ES index structure: components

All of this work runs on several dedicated search thread pools. The search pool handles per‑shard query and aggregation execution; if too many shard‑level operations run at once, this queue fills up and Elasticsearch starts rejecting requests. The search_coordination pool takes care of the lighter orchestration work on the coordinating node: merging partial results, running reductions, and preparing the final response. Starting with 8.12, Elasticsearch also introduces a search_worker pool used by parallel collectors for some aggregation and query types, where work inside a shard can be fanned out across segments (“slices”) to reduce latency. Our incident, however, was driven by high‑cardinality terms aggregations, which are not executed with those parallel collectors; they simply ran as very heavy work on the searchpool, consuming a lot of CPU and memory. A small number of such pathological facet queries was enough to keep the cluster “hot” and to starve normal traffic, which is exactly what a DoS looks like in practice.

Follow-up Actions and Lessons Learned

This incident was a wake-up call for our team. It highlighted the difficulty of investigating performance issues in Elasticsearch, especially when the root cause is not immediately apparent. It also underscored the importance of understanding the behavior of internal applications and their potential impact on shared infrastructure.

From this incident, we learned several valuable lessons:

We need to think how we can split and isolate workloads better, applying rate limiting based on the type of the client traffic.

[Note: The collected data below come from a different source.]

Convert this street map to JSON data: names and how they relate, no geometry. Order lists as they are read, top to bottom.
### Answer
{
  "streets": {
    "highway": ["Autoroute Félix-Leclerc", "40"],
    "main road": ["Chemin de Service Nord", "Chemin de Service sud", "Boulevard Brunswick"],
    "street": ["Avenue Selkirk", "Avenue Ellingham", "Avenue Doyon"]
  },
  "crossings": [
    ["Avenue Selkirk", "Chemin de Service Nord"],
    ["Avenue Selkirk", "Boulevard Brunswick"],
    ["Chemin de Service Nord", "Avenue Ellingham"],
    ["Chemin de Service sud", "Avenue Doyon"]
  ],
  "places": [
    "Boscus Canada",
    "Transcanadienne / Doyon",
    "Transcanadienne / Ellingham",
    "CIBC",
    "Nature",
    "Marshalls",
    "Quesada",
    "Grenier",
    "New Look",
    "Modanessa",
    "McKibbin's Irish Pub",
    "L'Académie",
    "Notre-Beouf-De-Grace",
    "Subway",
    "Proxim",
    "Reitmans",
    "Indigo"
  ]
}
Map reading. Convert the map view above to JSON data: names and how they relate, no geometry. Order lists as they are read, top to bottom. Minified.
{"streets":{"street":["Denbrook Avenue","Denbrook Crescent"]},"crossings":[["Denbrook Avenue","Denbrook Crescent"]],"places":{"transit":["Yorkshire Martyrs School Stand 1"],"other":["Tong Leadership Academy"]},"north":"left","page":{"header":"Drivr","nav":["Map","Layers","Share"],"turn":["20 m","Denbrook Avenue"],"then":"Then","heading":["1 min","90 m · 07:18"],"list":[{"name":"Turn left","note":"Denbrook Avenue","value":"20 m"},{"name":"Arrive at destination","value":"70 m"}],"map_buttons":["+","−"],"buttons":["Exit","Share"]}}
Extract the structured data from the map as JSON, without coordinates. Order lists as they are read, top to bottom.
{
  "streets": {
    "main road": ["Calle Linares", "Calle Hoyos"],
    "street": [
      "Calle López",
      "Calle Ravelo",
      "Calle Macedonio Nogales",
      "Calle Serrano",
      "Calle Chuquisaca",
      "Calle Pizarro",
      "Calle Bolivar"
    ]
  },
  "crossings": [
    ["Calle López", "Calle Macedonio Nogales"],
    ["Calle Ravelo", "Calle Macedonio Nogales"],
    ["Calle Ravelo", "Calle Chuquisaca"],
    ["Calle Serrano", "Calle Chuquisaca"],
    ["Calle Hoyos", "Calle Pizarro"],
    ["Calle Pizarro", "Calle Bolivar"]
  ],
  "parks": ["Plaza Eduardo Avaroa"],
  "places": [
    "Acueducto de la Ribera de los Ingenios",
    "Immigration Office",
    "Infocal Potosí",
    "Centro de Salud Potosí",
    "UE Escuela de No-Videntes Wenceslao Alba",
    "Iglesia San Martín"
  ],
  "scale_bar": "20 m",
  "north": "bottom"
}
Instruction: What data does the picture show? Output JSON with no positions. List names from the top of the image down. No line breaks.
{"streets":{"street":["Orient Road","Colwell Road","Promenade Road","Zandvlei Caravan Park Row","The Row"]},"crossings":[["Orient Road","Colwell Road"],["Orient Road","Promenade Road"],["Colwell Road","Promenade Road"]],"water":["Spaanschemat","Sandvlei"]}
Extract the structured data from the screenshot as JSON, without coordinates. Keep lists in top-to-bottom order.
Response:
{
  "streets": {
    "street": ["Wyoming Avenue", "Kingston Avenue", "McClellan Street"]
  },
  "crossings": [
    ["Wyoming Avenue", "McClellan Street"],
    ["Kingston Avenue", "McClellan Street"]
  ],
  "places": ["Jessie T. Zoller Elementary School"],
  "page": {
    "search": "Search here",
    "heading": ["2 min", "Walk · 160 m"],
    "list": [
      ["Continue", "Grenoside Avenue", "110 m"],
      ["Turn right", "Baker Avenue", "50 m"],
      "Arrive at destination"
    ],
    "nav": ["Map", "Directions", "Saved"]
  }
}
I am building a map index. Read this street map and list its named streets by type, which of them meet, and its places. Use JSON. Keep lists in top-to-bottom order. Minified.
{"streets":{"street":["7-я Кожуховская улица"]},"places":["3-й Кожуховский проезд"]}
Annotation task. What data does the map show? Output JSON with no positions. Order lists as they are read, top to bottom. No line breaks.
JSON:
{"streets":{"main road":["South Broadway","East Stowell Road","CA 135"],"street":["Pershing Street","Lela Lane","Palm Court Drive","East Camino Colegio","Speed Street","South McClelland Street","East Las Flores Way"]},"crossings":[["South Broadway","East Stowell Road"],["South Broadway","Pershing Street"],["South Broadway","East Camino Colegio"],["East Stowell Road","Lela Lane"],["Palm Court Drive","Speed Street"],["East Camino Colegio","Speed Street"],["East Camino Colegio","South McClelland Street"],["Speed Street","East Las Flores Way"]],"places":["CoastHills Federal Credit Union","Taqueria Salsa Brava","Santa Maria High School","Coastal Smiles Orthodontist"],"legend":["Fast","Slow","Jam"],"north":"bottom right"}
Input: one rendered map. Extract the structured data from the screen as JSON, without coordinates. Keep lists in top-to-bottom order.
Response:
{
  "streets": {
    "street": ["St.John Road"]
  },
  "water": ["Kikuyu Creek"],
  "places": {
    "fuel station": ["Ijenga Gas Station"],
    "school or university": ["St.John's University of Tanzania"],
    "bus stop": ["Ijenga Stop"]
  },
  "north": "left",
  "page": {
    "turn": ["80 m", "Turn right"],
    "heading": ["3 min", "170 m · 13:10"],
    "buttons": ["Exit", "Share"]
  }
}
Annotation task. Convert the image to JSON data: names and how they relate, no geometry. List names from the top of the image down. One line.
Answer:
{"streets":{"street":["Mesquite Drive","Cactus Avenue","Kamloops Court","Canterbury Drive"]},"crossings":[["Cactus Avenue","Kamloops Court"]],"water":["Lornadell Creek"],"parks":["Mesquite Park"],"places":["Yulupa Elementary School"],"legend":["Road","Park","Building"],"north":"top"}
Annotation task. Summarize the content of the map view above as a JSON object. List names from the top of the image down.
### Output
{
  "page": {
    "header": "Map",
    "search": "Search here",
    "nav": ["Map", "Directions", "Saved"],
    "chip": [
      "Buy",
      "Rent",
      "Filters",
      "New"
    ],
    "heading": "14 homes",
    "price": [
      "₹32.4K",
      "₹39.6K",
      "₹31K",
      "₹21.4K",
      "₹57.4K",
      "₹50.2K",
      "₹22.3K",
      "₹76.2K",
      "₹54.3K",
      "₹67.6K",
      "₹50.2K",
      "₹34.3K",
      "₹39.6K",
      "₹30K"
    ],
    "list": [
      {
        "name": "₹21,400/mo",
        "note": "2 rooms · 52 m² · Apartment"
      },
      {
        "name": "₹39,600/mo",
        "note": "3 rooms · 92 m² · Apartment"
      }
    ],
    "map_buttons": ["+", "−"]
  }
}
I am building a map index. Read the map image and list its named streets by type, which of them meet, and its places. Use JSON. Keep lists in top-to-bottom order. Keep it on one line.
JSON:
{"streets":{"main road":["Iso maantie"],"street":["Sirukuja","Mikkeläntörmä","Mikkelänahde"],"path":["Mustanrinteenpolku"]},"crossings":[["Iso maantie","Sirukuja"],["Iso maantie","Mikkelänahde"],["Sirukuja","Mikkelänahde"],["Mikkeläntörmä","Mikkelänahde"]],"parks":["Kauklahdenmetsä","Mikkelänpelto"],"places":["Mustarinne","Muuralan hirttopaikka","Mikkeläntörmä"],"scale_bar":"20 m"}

Not all clients should be equal, and we might need a more granular access control.
The importance of thorough monitoring and logging. We extended the slow query logging to capture more details about the queries being executed, including client identifiers via the X-Opaque-Id request header.
Based on that, we also extended the dashboards to monitor per-client slow query rates, and specifically aggregating queries and the aggregation sizes.
We introduced application-side query limiting with dynamically adjustable thresholds, to prevent queries that would try to scan or aggregate too much data.
We improved our playbooks and runbooks for Elasticsearch incidents, providing detailed steps for investigation and mitigation, for distinguishing between high read load vs. write load, and for rate limiting or blocking misbehaving clients.
We introduced new runbooks on applying cluster-wide settings like search.max_buckets to limit the size of aggregations on the whole cluster at once.

But one of the most important lessons learned requires asking the same question again.

Why wasn’t this detected earlier? Because we were looking for a horse.

You know that old saying about the horse and the zebra? When you hear hoofbeats, think of horses, not zebras. Because horses are common, and zebras are rare.

But in our case, it happened to be a zebra.

We were looking for common causes of Elasticsearch performance issues: high read load, high write load, misconfigurations, infrastructure issues. We were not expecting a self-inflicted DoS attack from an internal application.

So keep in mind: sometimes, when you hear hoofbeats, it might just be a zebra.

You don't see them often, but when you do, they can be quite a spectacle.